His father and the other drug lords owned upwards to ten percent of the arable land. They employed everyone from farmers to lab managers to chemists to pilots to government officials to lawyers to
gerentes
to the “mules” who would transport it over land and sea, and more recently
under
the sea in makeshift submarines that had become the latest rage
.
In many cases, even the priests had been known to turn their heads to improve the lives of their parishioners.

“Come, I will show you around.” Jorge had been introduced earlier to the local manager, Juan Menendez, who escorted him from the docks to the main plant. “Of course the first step is to pay the farmers.

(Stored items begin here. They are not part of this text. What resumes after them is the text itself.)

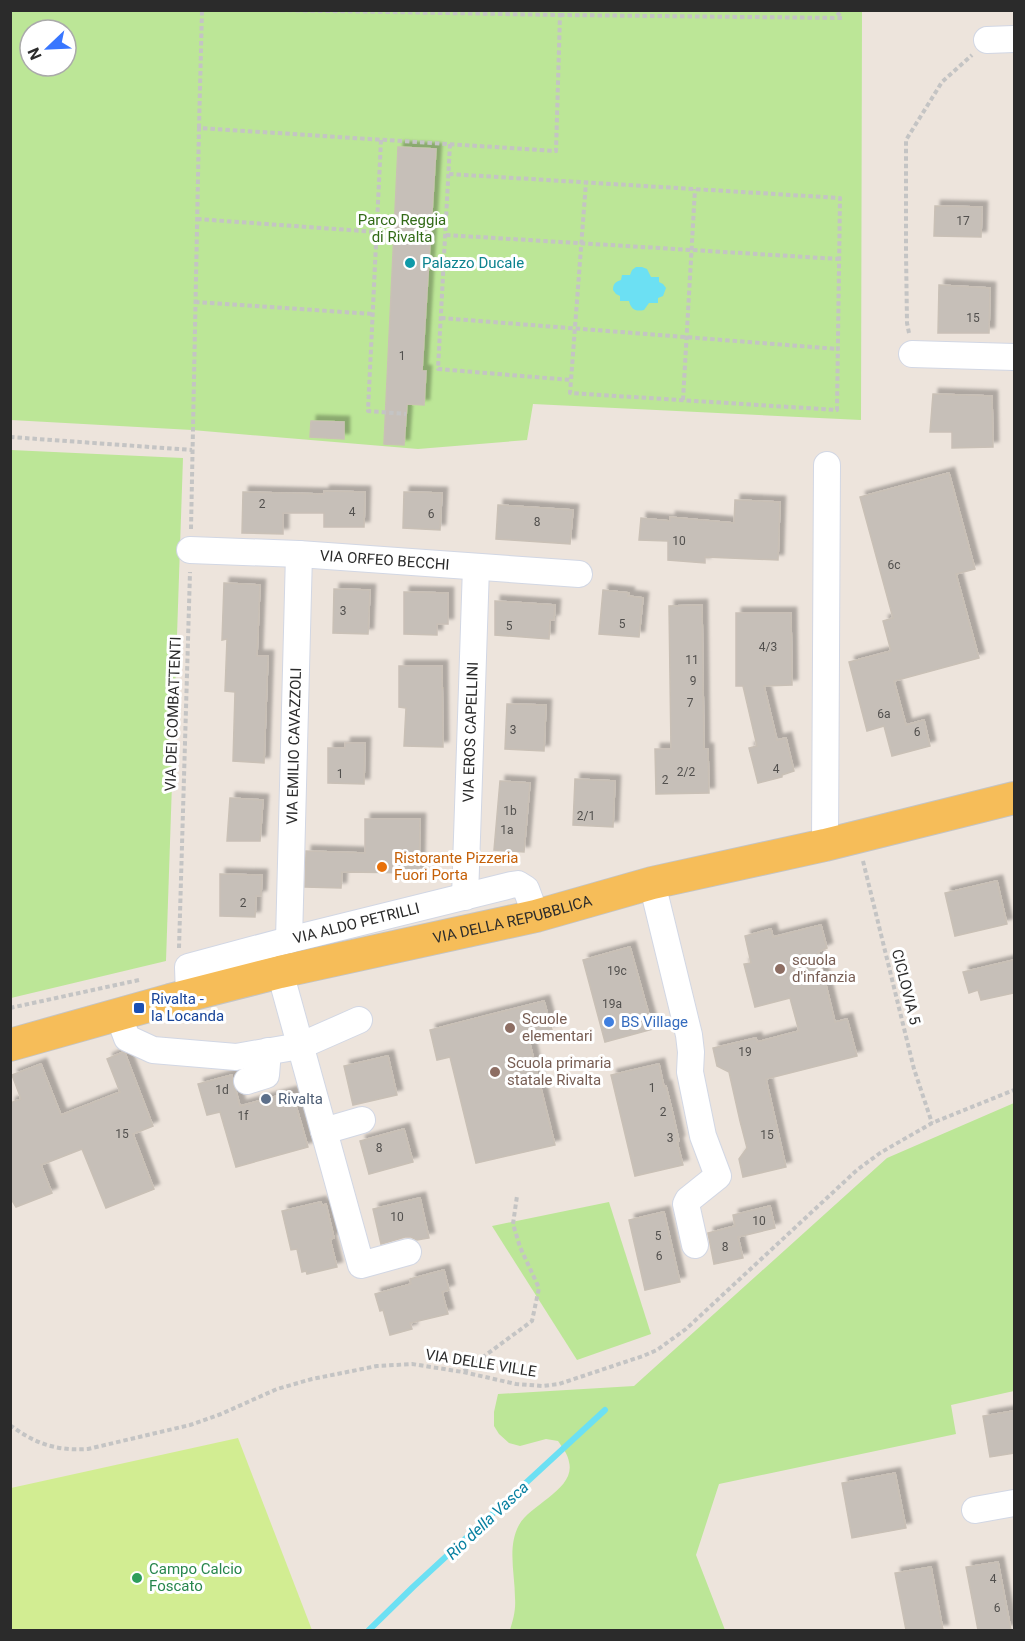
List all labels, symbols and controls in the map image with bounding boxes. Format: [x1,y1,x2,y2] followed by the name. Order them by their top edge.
[18,18,78,78] north arrow
[24,45,46,63] text: N
[358,211,446,246] park label: Parco Reggia di Rivalta
[956,214,970,228] house number: 17
[422,254,524,272] place label: Palazzo Ducale
[403,256,417,270] marker: Palazzo Ducale
[966,311,980,325] house number: 15
[399,349,405,363] house number: 1
[259,497,266,511] house number: 2
[349,505,356,519] house number: 4
[428,507,435,521] house number: 6
[534,515,541,529] house number: 8
[672,534,686,548] house number: 10
[319,547,450,574] street label: VIA ORFEO BECCHI
[887,558,901,572] house number: 6c
[340,604,346,618] house number: 3
[619,617,626,631] house number: 5
[506,619,513,633] house number: 5
[161,636,185,792] street label: VIA DEI COMBATTENTI
[759,640,777,654] house number: 4/3
[685,653,699,667] house number: 11
[459,661,482,803] street label: VIA EROS CAPELLINI
[283,667,305,825] street label: VIA EMILIO CAVAZZOLI
[690,674,696,688] house number: 9
[687,696,694,710] house number: 7
[877,707,891,721] house number: 6a
[510,723,516,737] house number: 3
[914,725,921,739] house number: 6
[773,762,780,776] house number: 4
[677,765,695,779] house number: 2/2
[337,767,343,781] house number: 1
[662,773,669,787] house number: 2
[503,804,517,818] house number: 1b
[577,809,595,823] house number: 2/1
[500,823,514,837] house number: 1a
[394,849,518,884] place label: Ristorante Pizzeria Fuori Porta
[375,860,389,874] marker: Ristorante Pizzeria Fuori Porta
[431,891,594,947] street label: VIA DELLA REPUBBLICA
[240,896,247,910] house number: 2
[291,899,422,948] street label: VIA ALDO PETRILLI
[888,947,924,1027] street label: CICLOVIA 5
[792,951,856,986] place label: scuola d'infanzia
[773,962,787,976] marker: scuola d'infanzia
[607,964,627,978] house number: 19c
[151,990,224,1025] place label: Rivalta - la Locanda
[602,997,622,1011] house number: 19a
[132,1001,146,1015] marker: Rivalta - la Locanda
[522,1010,593,1045] place label: Scuole elementari
[621,1013,688,1031] place label: BS Village
[602,1015,616,1029] marker: BS Village
[503,1021,517,1035] marker: Scuole elementari
[738,1045,752,1059] house number: 19
[507,1054,611,1089] place label: Scuola primaria statale Rivalta
[488,1065,502,1079] marker: Scuola primaria statale Rivalta
[649,1081,655,1095] house number: 1
[215,1083,229,1097] house number: 1d
[278,1090,323,1108] place label: Rivalta
[259,1092,273,1106] marker: Rivalta
[660,1105,667,1119] house number: 2
[238,1109,249,1123] house number: 1f
[115,1127,129,1141] house number: 15
[760,1128,774,1142] house number: 15
[667,1131,673,1145] house number: 3
[376,1141,383,1155] house number: 8
[390,1210,404,1224] house number: 10
[752,1214,766,1228] house number: 10
[655,1229,662,1243] house number: 5
[722,1240,729,1254] house number: 8
[656,1249,663,1263] house number: 6
[424,1345,538,1381] street label: VIA DELLE VILLE
[442,1477,532,1563] water label: Rio della Vasca
[149,1560,242,1595] place label: Campo Calcio Foscato
[130,1571,144,1585] marker: Campo Calcio Foscato
[990,1572,997,1586] house number: 4
[994,1601,1001,1615] house number: 6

Thousands of small farms are less suspect than if we grow the coca plants on large plantations. But coca
is
the primary crop in this country. You see? Believe it or not, we contribute a great deal to the economy.” Menendez grinned
proudly, showing off a shiny gold cap on a top front tooth. He opened the door to the long, low cinder block building, which, thank God, was air conditioned, and ushered Jorge inside.

Menendez was a stocky, deeply tanned man, with slicked back black hair and what appeared to be a perpetual five o’clock shadow. He was dressed in the khaki shirt and trousers of
el gerente.
He was well muscled, so Jorge appreciated that he did more than just manage the production plant. Obviously he was familiar with manual labor as well.

He led Jorge into one of the extraction rooms and continued with his explanation. “This is where the cocaine base processors stomp the coca leaves to macerate them. It helps extract the desired alkaloids.”

Jorge watched as ten men and women in shorts and T-shirts, all wearing earphones attached to some hidden musical accompaniment, stomped the coca leaves with their bare feet, mashing them into a thick paste. Then they scooped it up with flat shovels, like the ones people used for snow at his New England college, and deposited it into a second plastic lined pit where lime was added.

“The paste will soak in the lime for six hours until it’s in its ‘free-base form’ before being scooped up and taken to the next station. We have four other extraction rooms, so leaves are either being macerated or the
pasta
is sitting in the lime twenty-four hours a day. We never stop. Once the lime has extracted the alkaloid, the
pasta
is transferred to the ‘gas station,’ as we call it.  Come,” Menendez
said, as he led Jorge into the next room, where the air smelled strongly of petrol.

“Here,
Señor
.” He handed Jorge a surgical mask.
“You may want to wear this.”

Jorge noticed all the workers in this room wearing these masks. They may have been suitable for keeping germs out during surgery or dust out during construction, but he doubted they were keeping toxic fumes from the lungs of these workers over an eight-hour shift.

“Here we add kerosene to the slurry and mix it. This time, it will sit for the next three days, getting stirred occasionally. Then the solvent is removed by siphoning, filtering, and pressing. The liquid is then re-filtered to remove any remaining vegetable matter. Once it is fed into that machine over there, the
pasta
is further refined and processed to the white powder: cocaine hydrochloride, or HCL.” Menendez smiled, his gold tooth winking at Jorge. “ I will show you where we bale the HCL.”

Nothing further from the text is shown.